• Data for this task:
----------
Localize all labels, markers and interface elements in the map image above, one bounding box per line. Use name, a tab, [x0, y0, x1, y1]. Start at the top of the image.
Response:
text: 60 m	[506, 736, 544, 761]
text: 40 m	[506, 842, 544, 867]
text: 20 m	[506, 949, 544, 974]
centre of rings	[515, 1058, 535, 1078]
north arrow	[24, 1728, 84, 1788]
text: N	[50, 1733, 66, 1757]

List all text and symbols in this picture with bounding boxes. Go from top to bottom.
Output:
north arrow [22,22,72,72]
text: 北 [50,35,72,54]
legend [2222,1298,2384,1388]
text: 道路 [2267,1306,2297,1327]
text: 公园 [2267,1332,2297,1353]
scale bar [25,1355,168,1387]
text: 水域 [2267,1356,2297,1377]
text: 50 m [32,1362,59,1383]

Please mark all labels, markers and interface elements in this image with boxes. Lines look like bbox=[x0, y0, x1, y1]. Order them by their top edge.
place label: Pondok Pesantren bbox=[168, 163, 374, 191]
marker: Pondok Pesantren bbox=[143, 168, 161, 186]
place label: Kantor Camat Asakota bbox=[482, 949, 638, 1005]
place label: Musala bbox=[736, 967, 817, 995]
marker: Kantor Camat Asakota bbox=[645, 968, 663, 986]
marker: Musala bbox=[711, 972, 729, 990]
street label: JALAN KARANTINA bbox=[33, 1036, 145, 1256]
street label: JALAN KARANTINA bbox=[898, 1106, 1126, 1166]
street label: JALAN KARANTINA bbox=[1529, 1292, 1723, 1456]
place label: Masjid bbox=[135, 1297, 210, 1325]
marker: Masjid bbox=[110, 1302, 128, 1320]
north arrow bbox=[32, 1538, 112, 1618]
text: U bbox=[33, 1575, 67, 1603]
----------
• The problem: Output nothing but the number of lines in the data containing the string "bounding".

• Result below: 2